With no line omitted, restate the records below exactly as they appear.

+++ EXTRACTED RECORDS +++

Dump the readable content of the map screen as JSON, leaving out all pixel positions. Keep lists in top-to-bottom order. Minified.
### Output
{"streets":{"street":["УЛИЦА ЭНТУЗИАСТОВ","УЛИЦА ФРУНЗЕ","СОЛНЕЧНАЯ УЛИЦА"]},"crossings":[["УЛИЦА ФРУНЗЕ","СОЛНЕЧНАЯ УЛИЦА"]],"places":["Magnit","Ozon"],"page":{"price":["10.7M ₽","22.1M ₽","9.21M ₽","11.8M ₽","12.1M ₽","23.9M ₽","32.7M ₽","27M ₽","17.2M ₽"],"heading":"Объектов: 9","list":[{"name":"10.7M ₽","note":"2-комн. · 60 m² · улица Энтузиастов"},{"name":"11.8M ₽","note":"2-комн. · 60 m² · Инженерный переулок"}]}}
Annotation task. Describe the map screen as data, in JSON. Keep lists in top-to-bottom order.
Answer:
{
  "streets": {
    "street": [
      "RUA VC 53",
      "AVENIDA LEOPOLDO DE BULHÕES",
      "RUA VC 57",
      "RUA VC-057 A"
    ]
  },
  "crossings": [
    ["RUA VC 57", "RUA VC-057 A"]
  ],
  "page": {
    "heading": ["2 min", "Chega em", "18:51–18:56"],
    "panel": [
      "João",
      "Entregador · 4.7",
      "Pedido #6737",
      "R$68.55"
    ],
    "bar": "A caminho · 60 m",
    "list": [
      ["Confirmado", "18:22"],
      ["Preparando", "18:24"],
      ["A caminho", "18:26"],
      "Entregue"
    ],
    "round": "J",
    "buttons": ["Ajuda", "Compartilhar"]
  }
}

+++

### [FINAL ANSWER]
Dump the readable content of the map screen as JSON, leaving out all pixel positions. Keep lists in top-to-bottom order. Minified.
### Output
{"streets":{"street":["УЛИЦА ЭНТУЗИАСТОВ","УЛИЦА ФРУНЗЕ","СОЛНЕЧНАЯ УЛИЦА"]},"crossings":[["УЛИЦА ФРУНЗЕ","СОЛНЕЧНАЯ УЛИЦА"]],"places":["Magnit","Ozon"],"page":{"price":["10.7M ₽","22.1M ₽","9.21M ₽","11.8M ₽","12.1M ₽","23.9M ₽","32.7M ₽","27M ₽","17.2M ₽"],"heading":"Объектов: 9","list":[{"name":"10.7M ₽","note":"2-комн. · 60 m² · улица Энтузиастов"},{"name":"11.8M ₽","note":"2-комн. · 60 m² · Инженерный переулок"}]}}
Annotation task. Describe the map screen as data, in JSON. Keep lists in top-to-bottom order.
Answer:
{
  "streets": {
    "street": [
      "RUA VC 53",
      "AVENIDA LEOPOLDO DE BULHÕES",
      "RUA VC 57",
      "RUA VC-057 A"
    ]
  },
  "crossings": [
    ["RUA VC 57", "RUA VC-057 A"]
  ],
  "page": {
    "heading": ["2 min", "Chega em", "18:51–18:56"],
    "panel": [
      "João",
      "Entregador · 4.7",
      "Pedido #6737",
      "R$68.55"
    ],
    "bar": "A caminho · 60 m",
    "list": [
      ["Confirmado", "18:22"],
      ["Preparando", "18:24"],
      ["A caminho", "18:26"],
      "Entregue"
    ],
    "round": "J",
    "buttons": ["Ajuda", "Compartilhar"]
  }
}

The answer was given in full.